[Dataset entries]
☆ ☆ ☆ ☆
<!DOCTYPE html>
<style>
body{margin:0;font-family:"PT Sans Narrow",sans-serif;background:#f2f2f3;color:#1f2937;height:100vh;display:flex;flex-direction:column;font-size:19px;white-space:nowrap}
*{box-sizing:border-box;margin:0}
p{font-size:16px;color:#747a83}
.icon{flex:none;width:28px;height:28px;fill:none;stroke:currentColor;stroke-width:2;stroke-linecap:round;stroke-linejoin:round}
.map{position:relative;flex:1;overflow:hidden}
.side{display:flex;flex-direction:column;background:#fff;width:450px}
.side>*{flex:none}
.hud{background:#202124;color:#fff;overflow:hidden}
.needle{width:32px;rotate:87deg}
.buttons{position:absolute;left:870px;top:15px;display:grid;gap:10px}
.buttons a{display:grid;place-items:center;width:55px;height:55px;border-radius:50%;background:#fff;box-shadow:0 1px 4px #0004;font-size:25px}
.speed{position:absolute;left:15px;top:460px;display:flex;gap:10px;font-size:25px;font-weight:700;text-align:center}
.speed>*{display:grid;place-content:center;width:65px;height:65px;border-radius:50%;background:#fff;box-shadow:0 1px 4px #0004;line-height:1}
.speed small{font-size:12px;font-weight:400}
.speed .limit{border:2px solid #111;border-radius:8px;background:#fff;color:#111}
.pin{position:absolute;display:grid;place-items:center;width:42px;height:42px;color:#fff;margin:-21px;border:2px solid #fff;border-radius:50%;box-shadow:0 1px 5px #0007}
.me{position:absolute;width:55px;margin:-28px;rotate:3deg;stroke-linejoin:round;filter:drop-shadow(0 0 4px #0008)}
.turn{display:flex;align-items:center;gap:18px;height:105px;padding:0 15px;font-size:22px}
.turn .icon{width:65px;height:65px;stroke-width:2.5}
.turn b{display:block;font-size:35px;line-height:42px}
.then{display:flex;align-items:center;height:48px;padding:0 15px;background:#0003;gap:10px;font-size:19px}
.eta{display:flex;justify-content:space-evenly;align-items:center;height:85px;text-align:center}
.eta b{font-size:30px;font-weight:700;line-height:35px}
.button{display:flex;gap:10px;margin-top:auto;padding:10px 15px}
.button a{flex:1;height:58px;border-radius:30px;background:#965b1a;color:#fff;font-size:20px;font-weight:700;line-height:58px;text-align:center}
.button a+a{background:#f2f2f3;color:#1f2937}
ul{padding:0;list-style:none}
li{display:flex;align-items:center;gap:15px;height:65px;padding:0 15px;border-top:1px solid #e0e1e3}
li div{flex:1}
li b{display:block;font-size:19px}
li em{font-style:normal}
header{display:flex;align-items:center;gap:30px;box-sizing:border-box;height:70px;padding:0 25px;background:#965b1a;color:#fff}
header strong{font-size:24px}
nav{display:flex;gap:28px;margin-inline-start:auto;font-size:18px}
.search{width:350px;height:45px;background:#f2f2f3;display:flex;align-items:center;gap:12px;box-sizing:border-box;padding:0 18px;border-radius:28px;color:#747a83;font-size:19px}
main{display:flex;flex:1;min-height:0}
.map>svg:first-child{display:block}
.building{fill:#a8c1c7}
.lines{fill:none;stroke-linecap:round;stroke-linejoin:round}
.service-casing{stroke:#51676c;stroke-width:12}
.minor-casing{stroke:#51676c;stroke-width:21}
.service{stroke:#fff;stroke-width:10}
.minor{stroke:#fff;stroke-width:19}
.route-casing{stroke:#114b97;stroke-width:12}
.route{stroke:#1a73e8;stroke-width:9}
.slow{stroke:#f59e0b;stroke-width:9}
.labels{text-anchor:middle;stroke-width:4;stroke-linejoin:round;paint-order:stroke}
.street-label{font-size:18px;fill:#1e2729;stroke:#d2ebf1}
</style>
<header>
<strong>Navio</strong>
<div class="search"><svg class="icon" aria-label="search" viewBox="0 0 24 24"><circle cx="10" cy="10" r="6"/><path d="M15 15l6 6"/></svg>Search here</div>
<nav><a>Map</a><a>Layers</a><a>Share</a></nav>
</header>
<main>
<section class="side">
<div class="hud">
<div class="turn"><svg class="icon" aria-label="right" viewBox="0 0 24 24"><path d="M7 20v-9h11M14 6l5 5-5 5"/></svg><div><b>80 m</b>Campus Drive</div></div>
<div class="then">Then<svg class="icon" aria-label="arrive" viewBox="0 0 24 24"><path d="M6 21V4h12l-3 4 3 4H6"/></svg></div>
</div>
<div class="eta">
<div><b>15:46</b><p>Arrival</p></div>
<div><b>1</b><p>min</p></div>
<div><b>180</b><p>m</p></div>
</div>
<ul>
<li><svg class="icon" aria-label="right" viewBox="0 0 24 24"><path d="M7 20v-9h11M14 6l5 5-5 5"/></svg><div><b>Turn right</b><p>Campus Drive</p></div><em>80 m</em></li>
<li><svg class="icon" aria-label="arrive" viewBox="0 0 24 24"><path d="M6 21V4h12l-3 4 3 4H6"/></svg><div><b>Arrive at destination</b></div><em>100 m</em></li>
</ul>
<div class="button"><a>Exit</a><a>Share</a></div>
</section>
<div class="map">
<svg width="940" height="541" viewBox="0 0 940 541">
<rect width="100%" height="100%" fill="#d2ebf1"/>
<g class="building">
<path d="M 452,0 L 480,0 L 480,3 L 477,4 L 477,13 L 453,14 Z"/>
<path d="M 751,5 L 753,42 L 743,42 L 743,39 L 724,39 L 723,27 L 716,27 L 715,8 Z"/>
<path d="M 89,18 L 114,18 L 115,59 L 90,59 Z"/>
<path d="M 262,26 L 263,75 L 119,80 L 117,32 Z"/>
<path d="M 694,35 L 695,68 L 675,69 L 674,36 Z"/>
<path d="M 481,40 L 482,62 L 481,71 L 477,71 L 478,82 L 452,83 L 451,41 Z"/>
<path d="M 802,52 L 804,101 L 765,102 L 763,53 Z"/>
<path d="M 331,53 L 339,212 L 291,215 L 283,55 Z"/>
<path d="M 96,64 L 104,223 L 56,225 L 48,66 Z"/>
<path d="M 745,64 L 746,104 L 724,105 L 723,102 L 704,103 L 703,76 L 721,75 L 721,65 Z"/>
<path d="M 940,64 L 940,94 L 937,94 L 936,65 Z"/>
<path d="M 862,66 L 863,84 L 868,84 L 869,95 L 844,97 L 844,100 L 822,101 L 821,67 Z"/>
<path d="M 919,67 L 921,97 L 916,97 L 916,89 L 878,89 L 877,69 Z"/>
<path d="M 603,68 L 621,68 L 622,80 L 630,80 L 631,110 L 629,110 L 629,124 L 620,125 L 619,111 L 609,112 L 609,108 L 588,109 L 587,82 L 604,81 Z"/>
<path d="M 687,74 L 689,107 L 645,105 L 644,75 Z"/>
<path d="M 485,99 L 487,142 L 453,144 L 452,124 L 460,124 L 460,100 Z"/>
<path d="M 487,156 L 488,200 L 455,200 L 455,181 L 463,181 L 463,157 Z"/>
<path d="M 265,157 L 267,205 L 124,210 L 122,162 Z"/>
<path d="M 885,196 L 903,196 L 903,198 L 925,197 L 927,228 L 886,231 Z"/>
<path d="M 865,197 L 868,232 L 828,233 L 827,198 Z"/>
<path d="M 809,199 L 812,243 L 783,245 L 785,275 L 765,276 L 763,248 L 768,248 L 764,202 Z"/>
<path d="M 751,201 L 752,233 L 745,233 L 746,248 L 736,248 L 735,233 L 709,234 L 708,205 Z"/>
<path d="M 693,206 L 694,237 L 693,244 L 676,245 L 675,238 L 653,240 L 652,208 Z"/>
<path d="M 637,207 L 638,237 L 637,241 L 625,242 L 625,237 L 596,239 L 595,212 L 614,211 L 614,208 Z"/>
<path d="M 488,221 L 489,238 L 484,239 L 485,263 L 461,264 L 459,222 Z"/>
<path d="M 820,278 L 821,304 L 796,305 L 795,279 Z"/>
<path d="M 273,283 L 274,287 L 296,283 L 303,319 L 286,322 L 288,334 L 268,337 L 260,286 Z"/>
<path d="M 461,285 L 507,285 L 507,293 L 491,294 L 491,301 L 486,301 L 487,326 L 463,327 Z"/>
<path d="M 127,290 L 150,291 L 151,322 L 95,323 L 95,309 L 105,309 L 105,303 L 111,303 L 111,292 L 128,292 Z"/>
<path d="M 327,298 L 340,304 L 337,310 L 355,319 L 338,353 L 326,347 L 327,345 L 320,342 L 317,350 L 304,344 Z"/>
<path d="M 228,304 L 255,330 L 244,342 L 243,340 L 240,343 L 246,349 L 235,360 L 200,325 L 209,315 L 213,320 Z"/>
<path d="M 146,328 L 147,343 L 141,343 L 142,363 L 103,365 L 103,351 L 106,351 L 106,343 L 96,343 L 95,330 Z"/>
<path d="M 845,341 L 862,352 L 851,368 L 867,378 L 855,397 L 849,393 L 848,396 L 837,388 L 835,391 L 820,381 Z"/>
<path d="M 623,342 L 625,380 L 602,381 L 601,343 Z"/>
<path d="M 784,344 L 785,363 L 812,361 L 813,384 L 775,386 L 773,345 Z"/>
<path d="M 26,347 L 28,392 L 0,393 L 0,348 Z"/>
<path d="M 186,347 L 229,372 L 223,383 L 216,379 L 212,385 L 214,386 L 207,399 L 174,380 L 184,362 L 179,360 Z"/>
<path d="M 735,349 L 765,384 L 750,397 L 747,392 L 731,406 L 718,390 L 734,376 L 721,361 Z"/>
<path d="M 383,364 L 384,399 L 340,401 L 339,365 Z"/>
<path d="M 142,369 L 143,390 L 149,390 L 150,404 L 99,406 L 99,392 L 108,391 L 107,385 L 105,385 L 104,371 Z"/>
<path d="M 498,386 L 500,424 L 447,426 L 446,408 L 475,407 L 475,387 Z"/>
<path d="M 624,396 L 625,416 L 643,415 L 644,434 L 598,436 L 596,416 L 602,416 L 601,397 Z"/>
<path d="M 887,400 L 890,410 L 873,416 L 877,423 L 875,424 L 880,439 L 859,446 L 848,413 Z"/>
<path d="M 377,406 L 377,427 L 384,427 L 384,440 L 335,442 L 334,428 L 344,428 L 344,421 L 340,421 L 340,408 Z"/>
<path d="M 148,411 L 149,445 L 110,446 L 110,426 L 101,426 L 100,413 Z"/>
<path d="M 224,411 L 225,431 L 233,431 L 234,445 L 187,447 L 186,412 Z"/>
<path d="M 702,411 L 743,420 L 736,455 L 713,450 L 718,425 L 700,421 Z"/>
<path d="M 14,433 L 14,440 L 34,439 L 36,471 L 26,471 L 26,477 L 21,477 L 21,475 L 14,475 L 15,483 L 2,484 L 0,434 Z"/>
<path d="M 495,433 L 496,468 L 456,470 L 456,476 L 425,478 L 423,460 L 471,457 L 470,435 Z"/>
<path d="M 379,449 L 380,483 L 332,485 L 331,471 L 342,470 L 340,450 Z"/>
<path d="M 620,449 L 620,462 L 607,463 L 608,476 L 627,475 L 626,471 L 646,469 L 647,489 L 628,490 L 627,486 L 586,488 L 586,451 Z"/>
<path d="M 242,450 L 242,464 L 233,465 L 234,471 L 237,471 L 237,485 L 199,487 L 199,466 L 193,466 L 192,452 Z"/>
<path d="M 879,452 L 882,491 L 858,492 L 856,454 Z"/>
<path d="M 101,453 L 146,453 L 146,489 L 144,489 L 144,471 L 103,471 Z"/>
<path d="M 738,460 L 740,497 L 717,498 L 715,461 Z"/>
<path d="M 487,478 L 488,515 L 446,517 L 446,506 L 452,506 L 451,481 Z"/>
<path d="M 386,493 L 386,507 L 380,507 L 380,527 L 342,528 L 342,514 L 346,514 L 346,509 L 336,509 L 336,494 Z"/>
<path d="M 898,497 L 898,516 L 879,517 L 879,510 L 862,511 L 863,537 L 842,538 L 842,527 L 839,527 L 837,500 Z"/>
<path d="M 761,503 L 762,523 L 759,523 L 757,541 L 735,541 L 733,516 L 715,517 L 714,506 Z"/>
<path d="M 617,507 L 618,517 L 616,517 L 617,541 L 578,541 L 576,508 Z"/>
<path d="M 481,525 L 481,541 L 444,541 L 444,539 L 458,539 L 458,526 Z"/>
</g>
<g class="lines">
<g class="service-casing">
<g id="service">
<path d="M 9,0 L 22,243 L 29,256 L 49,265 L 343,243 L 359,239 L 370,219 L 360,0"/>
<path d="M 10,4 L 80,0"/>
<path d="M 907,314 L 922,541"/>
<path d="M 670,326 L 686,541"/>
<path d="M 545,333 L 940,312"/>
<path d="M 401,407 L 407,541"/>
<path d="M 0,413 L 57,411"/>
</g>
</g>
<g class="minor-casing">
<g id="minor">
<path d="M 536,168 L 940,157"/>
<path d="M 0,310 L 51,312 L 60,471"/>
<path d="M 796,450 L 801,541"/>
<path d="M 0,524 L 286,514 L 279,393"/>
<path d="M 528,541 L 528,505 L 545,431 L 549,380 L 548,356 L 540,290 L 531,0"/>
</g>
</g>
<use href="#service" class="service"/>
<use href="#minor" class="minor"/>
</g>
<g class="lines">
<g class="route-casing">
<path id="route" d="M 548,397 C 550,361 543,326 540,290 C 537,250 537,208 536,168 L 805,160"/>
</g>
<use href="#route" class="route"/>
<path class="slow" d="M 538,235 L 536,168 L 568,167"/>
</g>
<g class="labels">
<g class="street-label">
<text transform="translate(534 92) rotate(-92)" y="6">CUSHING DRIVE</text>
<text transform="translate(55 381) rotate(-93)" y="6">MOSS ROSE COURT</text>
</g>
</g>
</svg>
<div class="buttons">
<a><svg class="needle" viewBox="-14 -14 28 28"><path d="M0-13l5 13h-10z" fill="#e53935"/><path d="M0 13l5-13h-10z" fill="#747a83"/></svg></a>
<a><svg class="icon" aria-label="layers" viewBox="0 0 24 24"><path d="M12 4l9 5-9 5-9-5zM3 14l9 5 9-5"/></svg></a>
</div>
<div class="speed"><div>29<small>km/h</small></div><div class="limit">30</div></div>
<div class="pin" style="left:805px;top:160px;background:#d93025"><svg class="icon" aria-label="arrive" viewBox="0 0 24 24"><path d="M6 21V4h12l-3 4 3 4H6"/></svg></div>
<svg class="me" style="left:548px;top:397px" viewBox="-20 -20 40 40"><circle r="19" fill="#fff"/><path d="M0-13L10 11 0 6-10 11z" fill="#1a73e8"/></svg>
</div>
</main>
☆ ☆ ☆ ☆
» **Exercise details**
Pull out every line of the records above that contains the word "overflow".

» **Written solution**
.map{position:relative;flex:1;overflow:hidden}
.hud{background:#202124;color:#fff;overflow:hidden}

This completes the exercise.